_Requirement:_
Across the entries, count the lines that include "padding" and report only that number.

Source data
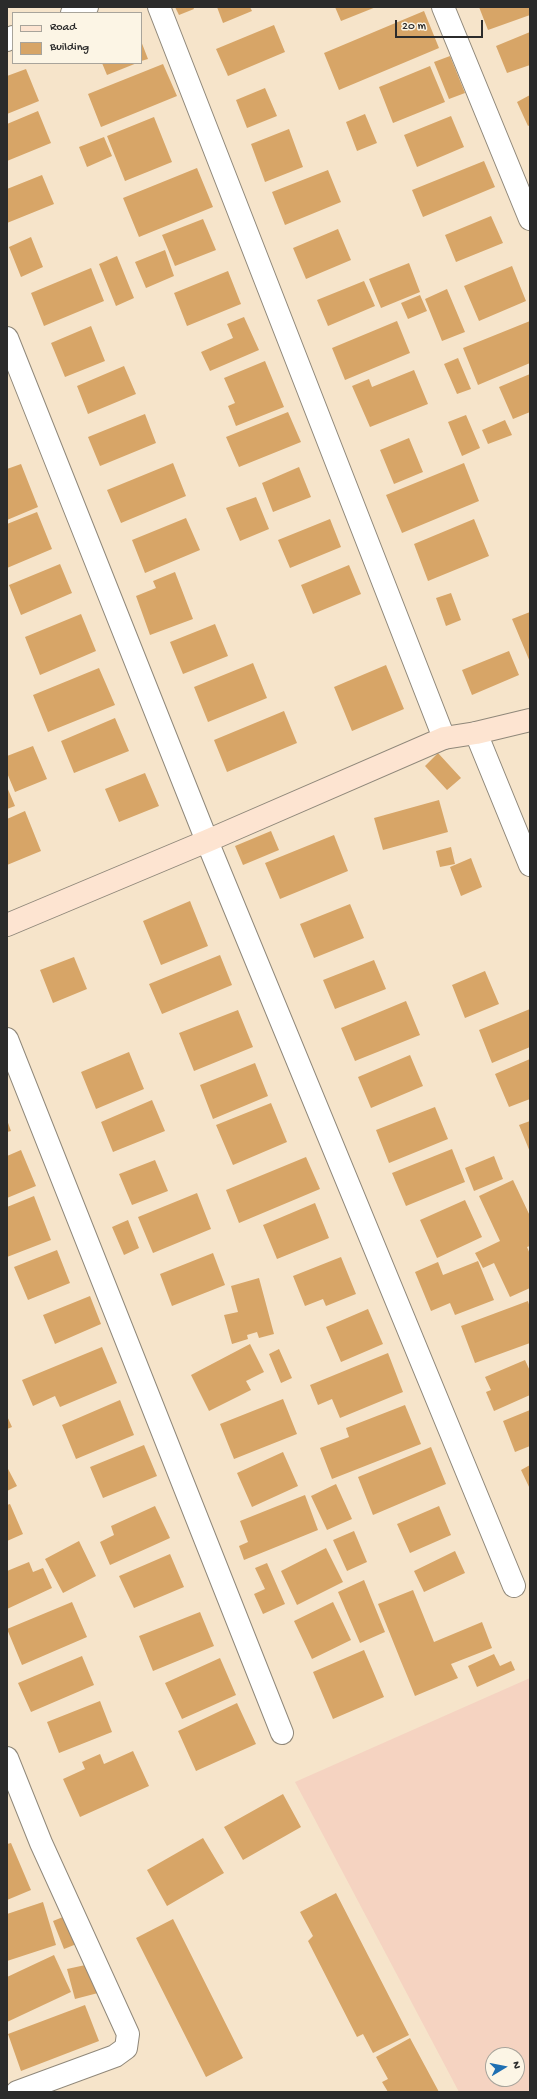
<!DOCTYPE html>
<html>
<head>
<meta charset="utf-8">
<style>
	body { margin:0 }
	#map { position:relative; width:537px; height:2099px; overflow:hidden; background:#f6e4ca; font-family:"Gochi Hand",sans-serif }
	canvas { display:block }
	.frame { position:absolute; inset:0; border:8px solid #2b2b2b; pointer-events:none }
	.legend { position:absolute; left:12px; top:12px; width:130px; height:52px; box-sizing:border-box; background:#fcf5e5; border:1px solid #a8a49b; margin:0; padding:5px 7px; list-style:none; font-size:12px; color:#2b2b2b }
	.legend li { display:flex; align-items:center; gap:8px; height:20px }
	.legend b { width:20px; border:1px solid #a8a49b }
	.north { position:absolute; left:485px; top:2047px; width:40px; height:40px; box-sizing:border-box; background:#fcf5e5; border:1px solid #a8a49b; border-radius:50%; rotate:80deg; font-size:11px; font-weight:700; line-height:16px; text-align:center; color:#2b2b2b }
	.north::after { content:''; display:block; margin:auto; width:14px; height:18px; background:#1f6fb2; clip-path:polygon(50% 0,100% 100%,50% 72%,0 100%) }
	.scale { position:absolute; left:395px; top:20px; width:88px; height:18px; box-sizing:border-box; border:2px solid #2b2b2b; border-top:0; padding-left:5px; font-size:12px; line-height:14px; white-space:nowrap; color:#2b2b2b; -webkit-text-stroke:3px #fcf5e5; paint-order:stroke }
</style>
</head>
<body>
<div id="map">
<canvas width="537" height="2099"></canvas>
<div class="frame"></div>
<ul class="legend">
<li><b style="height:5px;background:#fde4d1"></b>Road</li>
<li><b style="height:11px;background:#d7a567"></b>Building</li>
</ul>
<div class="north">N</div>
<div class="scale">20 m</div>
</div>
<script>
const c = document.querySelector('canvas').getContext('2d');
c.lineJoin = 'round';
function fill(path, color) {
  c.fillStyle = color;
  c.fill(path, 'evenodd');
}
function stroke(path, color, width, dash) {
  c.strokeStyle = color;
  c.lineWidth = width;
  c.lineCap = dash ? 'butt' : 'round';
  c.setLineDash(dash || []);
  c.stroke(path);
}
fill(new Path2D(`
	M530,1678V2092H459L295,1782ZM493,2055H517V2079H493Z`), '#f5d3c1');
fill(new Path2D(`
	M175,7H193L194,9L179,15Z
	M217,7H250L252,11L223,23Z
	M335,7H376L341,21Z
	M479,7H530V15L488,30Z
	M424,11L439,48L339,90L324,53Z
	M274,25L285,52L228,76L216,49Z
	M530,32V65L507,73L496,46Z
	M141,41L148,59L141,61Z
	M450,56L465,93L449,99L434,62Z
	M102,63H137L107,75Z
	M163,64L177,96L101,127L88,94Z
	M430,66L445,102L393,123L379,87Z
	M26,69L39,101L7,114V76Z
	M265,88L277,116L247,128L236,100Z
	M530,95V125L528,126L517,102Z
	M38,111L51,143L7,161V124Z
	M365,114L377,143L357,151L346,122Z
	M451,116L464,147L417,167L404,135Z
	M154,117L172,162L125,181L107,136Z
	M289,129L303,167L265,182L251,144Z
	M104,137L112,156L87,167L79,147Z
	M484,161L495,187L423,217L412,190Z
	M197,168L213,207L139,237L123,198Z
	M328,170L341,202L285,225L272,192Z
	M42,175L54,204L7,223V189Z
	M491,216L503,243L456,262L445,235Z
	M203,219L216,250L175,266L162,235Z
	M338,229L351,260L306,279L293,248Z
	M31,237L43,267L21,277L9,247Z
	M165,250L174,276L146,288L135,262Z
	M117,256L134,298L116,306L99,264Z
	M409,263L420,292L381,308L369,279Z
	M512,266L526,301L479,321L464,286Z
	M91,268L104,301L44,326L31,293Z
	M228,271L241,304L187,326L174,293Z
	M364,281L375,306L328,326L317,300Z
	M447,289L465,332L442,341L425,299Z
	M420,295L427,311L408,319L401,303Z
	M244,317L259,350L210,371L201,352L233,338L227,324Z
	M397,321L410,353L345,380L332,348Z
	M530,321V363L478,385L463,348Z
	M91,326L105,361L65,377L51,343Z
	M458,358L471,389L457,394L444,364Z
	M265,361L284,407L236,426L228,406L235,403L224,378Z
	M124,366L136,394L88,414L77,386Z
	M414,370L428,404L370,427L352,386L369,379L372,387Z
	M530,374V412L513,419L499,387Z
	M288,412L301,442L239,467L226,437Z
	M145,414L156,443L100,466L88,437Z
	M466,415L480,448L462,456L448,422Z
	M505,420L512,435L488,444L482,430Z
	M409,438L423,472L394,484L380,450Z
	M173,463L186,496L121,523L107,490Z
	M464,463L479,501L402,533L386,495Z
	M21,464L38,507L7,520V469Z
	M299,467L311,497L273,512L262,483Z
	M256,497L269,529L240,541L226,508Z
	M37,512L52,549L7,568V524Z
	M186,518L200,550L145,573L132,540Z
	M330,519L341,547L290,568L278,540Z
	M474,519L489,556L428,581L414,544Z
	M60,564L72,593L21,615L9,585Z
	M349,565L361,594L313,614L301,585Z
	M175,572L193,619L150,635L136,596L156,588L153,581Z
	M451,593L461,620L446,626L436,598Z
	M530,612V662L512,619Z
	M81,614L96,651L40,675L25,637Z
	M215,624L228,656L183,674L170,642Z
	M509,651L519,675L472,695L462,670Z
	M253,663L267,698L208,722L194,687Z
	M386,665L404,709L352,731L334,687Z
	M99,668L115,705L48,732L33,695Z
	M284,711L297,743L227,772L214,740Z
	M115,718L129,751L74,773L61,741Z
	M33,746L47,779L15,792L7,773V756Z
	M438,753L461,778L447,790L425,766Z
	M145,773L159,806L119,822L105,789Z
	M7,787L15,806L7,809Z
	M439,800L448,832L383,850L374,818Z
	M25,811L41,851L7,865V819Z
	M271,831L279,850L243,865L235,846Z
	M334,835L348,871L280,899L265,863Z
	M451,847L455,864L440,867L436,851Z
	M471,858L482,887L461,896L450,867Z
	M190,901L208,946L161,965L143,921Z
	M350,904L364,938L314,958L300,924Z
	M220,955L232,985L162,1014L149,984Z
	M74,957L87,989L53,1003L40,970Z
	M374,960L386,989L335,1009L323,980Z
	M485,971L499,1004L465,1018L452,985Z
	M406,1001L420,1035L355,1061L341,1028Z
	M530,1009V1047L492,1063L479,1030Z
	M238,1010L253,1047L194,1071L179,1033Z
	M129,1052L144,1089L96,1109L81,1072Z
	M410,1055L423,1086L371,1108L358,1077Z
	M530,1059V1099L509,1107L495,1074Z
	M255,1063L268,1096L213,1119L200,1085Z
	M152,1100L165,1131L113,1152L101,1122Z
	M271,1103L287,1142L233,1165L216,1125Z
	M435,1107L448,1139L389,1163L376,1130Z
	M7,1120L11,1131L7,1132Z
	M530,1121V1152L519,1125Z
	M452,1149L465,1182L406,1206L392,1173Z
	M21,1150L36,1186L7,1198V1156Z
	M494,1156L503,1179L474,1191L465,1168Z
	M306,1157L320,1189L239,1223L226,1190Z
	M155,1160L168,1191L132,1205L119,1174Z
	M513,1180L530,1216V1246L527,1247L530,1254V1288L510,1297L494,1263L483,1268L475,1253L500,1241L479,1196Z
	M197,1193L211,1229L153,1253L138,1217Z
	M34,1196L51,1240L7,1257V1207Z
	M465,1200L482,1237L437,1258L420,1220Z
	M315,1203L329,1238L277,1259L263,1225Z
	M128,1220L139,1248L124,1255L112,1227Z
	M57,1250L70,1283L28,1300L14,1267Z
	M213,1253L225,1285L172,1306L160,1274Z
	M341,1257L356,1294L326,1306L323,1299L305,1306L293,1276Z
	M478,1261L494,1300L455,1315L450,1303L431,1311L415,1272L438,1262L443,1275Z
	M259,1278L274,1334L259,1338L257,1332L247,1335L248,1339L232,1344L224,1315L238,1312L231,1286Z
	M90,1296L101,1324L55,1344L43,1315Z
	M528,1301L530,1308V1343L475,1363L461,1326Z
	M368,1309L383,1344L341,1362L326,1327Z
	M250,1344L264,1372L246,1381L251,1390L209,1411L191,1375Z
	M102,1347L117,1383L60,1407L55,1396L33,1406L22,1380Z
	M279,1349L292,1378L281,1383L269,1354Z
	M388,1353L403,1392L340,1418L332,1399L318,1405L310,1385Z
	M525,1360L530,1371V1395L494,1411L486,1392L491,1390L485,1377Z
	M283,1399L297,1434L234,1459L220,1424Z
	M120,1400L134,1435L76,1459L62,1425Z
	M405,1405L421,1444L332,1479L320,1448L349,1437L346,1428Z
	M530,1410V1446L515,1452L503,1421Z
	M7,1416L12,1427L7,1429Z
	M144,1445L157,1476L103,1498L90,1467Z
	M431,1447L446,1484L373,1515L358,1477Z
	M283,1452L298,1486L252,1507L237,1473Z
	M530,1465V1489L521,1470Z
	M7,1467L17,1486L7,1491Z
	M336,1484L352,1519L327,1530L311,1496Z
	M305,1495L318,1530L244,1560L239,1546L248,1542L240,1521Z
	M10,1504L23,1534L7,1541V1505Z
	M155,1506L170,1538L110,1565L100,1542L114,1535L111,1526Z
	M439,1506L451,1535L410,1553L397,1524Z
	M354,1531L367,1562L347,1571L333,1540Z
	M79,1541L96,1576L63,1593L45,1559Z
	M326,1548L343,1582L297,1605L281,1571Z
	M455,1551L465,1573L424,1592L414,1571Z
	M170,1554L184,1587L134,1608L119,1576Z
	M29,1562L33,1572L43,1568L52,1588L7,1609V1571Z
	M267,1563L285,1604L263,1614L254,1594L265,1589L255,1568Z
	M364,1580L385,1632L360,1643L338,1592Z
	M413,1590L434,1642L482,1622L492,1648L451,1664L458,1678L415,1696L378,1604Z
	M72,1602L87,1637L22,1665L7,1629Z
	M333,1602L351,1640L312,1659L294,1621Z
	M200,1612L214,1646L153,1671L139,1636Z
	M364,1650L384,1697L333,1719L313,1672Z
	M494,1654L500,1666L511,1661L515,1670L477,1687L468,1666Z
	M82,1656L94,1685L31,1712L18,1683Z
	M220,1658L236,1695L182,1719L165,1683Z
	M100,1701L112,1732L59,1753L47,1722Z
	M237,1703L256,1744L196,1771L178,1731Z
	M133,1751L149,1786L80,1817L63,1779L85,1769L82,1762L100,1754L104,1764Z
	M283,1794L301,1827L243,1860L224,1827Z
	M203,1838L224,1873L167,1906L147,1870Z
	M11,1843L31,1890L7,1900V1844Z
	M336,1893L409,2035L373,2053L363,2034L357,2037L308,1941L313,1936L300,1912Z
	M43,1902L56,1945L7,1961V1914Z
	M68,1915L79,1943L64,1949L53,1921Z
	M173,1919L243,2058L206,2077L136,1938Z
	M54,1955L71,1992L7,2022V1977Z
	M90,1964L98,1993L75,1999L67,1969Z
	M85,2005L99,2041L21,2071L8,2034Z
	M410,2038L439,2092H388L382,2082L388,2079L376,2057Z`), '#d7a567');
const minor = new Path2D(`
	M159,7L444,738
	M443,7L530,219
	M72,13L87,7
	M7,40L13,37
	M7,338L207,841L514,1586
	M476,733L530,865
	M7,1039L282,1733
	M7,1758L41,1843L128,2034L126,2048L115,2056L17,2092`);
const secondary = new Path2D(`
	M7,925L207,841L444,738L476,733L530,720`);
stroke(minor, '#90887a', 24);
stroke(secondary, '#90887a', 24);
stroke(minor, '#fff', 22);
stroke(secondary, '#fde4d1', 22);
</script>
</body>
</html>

_Expected answer:_
2